Mystical, though, doesn’t mean religious. A psilocybin trip is not necessarily a commute with God. Avowed atheists benefit from these therapies without emerging as believers at the other side. Still, the experience does touch patients at the spiritual dimension of their existence in the same way meditation, chanting and devotional dance has for the followers of traditional faiths. All these experiences can help someone access elevated states of consciousness, Galloway says. “But the ability to go so far away from your ordinary state of consciousness and return within a number of hours is unique to psychedelics.”
The idea that Facchini’s molecules might allow patients to bypass these sessions fascinates Galloway: “Would it be possible to develop a molecule that rewires patterns in the brain and allows insight? One that drops you back into your life without any therapy involved? Maybe. I don’t know.” Clinical testing of Facchini’s novel compounds may eventually answer these questions.
In the meantime, Galloway and his colleagues in the field weigh the actual therapy component heavily. “We look at the psychedelic as the catalyst for the therapy,” Galloway says. An introspective patient who is a disciplined meditator, say, might be able to make some progress with psilocybin on a solo trip. “But there’s something about having an objective third party in the room who gives a good perspective and can guide things in a helpful direction.”
The emergence of psychedelic medicine may do more than treat existential distress in patients; it might cure a sense of disillusionment among the palliative-care professionals themselves. Galloway figures half of the palliative-care physicians he knows have grown cynical about the work. “You can say we’re treating depression and anxiety, and we do that, or at least pretend to do that, with existing medications and therapies,” Galloway says. “But we were worried that we weren’t doing much good.” Galloway had grown so disheartened with the work, he contemplated quitting psychiatry altogether. “Then [psychedelic medicine] came along and revolutionized things. The reason why I got into psychiatry was because I wanted to help people in the way I am seeing this help people.”
As psychedelic medicine inches gradually into the mainstream, Galloway hopes his fellow practitioners talk openly about their own experiences with psilocybin. “A year ago, I wouldn’t have admitted I was good at growing mushrooms when I was in my 20s,” Galloway says. “Now, I am more comfortable. The fact is that these medicines have been used by responsible people in the real world for decades, if not millennia, and are not causing damage all over the place.” He says he believes more open conversation about use of these medicines by both patients and therapists will be beneficial.

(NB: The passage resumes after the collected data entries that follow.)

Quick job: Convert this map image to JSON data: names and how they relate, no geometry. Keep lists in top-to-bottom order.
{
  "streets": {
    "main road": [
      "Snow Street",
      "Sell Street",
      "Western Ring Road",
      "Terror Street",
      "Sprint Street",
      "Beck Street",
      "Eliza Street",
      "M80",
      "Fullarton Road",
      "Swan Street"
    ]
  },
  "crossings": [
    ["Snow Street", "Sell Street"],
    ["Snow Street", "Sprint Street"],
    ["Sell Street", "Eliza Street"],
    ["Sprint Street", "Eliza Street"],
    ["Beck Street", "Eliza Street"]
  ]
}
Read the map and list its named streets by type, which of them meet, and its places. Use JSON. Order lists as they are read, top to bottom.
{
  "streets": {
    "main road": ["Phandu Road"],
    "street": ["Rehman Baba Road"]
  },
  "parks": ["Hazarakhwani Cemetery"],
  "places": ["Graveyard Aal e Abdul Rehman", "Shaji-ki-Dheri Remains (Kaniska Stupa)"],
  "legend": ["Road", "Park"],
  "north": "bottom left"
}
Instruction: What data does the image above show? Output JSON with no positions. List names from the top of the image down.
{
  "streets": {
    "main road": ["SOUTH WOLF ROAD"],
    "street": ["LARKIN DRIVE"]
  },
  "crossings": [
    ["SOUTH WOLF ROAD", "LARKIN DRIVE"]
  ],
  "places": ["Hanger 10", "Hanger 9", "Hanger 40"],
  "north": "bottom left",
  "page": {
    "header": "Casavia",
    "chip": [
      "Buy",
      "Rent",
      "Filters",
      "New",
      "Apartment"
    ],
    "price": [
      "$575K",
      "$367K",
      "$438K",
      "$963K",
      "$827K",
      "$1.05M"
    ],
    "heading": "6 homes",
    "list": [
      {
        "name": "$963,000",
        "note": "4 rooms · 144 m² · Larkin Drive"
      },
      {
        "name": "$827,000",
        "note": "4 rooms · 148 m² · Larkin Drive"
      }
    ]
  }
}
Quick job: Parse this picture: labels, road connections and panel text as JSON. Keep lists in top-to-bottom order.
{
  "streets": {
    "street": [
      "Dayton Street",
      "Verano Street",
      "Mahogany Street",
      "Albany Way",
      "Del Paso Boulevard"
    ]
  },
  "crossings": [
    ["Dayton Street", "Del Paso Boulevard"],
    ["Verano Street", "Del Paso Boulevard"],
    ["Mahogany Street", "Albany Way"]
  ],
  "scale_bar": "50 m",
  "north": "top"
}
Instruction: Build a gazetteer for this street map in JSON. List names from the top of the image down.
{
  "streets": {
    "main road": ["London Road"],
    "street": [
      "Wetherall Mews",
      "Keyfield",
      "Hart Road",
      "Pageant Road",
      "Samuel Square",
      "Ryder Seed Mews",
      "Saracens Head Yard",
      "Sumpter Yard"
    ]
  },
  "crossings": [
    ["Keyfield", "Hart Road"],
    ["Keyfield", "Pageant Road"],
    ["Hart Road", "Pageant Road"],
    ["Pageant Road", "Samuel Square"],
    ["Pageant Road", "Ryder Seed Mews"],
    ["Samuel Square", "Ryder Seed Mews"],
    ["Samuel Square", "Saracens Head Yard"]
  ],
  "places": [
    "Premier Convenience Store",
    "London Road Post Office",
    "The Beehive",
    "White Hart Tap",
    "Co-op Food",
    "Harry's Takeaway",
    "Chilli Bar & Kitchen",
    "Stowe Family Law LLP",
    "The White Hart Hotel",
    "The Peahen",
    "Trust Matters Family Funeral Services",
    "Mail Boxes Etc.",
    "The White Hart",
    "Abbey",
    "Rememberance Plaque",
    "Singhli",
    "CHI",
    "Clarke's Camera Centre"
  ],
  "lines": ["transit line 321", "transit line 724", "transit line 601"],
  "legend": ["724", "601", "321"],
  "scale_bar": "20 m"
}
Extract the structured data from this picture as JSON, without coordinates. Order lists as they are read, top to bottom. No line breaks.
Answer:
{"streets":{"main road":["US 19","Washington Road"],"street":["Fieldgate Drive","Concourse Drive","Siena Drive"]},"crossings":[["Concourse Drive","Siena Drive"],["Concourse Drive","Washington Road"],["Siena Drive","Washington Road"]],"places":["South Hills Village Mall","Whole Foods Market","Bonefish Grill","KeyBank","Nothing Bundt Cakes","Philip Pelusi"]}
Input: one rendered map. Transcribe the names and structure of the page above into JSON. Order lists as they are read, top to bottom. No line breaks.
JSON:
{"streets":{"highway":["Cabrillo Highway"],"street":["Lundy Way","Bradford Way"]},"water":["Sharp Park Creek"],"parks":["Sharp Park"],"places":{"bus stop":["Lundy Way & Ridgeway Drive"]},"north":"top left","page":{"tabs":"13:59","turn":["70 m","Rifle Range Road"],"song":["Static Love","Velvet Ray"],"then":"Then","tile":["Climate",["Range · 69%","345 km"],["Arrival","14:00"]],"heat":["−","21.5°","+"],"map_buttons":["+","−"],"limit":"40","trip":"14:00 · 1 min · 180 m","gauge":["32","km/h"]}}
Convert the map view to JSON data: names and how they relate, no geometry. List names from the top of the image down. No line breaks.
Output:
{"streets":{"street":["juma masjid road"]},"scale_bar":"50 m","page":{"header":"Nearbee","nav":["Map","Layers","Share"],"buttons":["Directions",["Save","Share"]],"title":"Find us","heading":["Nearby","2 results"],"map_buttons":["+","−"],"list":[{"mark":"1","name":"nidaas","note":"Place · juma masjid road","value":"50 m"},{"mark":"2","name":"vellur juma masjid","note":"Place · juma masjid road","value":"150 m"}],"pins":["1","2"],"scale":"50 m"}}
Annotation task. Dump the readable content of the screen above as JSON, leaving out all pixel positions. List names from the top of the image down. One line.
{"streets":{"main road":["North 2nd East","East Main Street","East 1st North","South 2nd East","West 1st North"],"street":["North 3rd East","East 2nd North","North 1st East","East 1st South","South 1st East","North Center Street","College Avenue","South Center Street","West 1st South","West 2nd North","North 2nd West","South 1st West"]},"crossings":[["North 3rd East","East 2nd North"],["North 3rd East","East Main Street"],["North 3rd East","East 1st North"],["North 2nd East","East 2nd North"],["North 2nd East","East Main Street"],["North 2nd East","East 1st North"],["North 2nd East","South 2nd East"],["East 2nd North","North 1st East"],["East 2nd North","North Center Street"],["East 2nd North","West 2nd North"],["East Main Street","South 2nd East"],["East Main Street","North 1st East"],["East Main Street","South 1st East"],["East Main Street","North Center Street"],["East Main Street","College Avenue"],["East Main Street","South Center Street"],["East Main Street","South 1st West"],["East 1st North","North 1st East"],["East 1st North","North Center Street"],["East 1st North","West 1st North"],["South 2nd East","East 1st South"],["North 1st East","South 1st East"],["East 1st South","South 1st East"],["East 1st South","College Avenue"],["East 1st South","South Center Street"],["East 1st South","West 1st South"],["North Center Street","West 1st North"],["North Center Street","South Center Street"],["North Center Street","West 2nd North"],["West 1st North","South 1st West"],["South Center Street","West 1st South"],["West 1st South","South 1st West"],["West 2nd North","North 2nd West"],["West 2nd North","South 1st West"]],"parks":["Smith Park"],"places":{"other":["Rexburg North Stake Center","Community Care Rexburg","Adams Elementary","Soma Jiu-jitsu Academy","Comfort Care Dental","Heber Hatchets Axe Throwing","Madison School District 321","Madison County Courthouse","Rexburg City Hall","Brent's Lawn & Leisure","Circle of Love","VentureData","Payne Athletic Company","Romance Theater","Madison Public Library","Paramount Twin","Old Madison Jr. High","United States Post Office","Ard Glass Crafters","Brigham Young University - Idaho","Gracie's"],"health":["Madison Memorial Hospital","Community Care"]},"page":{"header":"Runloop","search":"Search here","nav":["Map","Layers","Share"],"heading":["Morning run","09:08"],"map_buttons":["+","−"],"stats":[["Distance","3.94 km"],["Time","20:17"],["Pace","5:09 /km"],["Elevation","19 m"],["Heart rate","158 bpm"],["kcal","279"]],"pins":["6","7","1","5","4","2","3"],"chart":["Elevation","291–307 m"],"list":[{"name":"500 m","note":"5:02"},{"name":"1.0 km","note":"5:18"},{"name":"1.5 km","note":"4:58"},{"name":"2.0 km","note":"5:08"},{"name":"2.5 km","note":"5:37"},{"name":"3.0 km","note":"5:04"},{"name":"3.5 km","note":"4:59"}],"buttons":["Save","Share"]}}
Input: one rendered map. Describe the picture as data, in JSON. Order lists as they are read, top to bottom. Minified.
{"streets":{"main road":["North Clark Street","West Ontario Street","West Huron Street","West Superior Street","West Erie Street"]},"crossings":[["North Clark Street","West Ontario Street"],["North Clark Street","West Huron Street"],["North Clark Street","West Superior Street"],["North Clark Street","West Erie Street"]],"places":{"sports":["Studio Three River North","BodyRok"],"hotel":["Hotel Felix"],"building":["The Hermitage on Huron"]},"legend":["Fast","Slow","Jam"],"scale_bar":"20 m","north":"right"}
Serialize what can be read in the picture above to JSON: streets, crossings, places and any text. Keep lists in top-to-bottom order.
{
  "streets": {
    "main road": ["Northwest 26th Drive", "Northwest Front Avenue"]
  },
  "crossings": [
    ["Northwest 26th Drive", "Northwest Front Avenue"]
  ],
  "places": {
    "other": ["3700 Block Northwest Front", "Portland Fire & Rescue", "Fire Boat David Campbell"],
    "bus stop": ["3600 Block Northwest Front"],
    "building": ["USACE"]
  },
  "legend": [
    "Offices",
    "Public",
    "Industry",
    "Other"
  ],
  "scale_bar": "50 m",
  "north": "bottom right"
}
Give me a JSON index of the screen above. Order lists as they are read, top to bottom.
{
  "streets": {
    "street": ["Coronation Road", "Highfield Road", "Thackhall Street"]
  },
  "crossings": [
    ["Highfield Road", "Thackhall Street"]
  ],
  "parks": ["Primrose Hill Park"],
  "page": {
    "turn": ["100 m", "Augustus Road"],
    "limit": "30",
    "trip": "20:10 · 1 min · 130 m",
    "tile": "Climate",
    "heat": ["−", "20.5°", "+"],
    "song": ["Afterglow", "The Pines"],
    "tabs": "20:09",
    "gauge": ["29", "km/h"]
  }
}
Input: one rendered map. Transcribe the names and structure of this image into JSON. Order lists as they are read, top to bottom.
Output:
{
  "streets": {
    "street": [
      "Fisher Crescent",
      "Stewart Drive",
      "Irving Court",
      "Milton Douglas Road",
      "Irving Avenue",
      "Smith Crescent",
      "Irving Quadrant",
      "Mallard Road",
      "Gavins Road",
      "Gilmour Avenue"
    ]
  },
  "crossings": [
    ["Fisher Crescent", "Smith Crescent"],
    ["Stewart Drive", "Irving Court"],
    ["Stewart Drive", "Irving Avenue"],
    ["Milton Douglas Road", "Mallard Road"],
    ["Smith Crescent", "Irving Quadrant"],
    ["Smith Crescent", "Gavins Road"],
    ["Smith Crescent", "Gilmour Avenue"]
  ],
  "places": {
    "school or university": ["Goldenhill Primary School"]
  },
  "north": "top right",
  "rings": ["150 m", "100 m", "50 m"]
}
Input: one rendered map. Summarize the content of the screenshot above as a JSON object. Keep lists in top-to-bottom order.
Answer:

In addition to assisting patients access therapeutic psychedelics, the non-profit coalition TheraPsil has been working on obtaining psilocybin exemptions for their physicians and therapists. Health Canada granted at least 19 such exemptions for health-care professionals in December 2020, and more are forthcoming. “I hope this becomes the norm in order to qualify to be a psychedelic therapist,” Galloway says. “I don’t believe you can do a good job without having some personal experience."
Trips are rarely pleasure cruises to a patient’s happy place.
For his part, Facchini cares little about the approval of mainstream science. He’s built a career out of researching compounds many consider illicit. “I’ve never been concerned about what someone else is going to think,” Facchini says. Tut-tutting conservative academics who would shy away from such research baffles him. “The whole idea of tenure is you’re supposed to be able to push the boundaries, as long as you’re not breaking the law or harassing anybody,” Facchini says. “You should be taking risks, and those risks are what pay off.”
Many of Facchini’s medical psychedelic colleagues were first drawn to the field by their own experimentation. “I’ve heard from others in the sector say, ‘I went somewhere in South America and did ayahuasca and it changed my life,’” Facchini says.
This is the sort of origin story many people expect Facchini to tell. Facchini, though, resembles the 16-year-old kid in his kitchen chem lab more than a retired drug-tourist in a lab coat. He is no more fervent about psychedelics than he is about morphine or E. coli. “I am not passionate about psychedelics — I am passionate about the science,” he admits. “I’m passionate about how the applications of the science can impact people in a positive way.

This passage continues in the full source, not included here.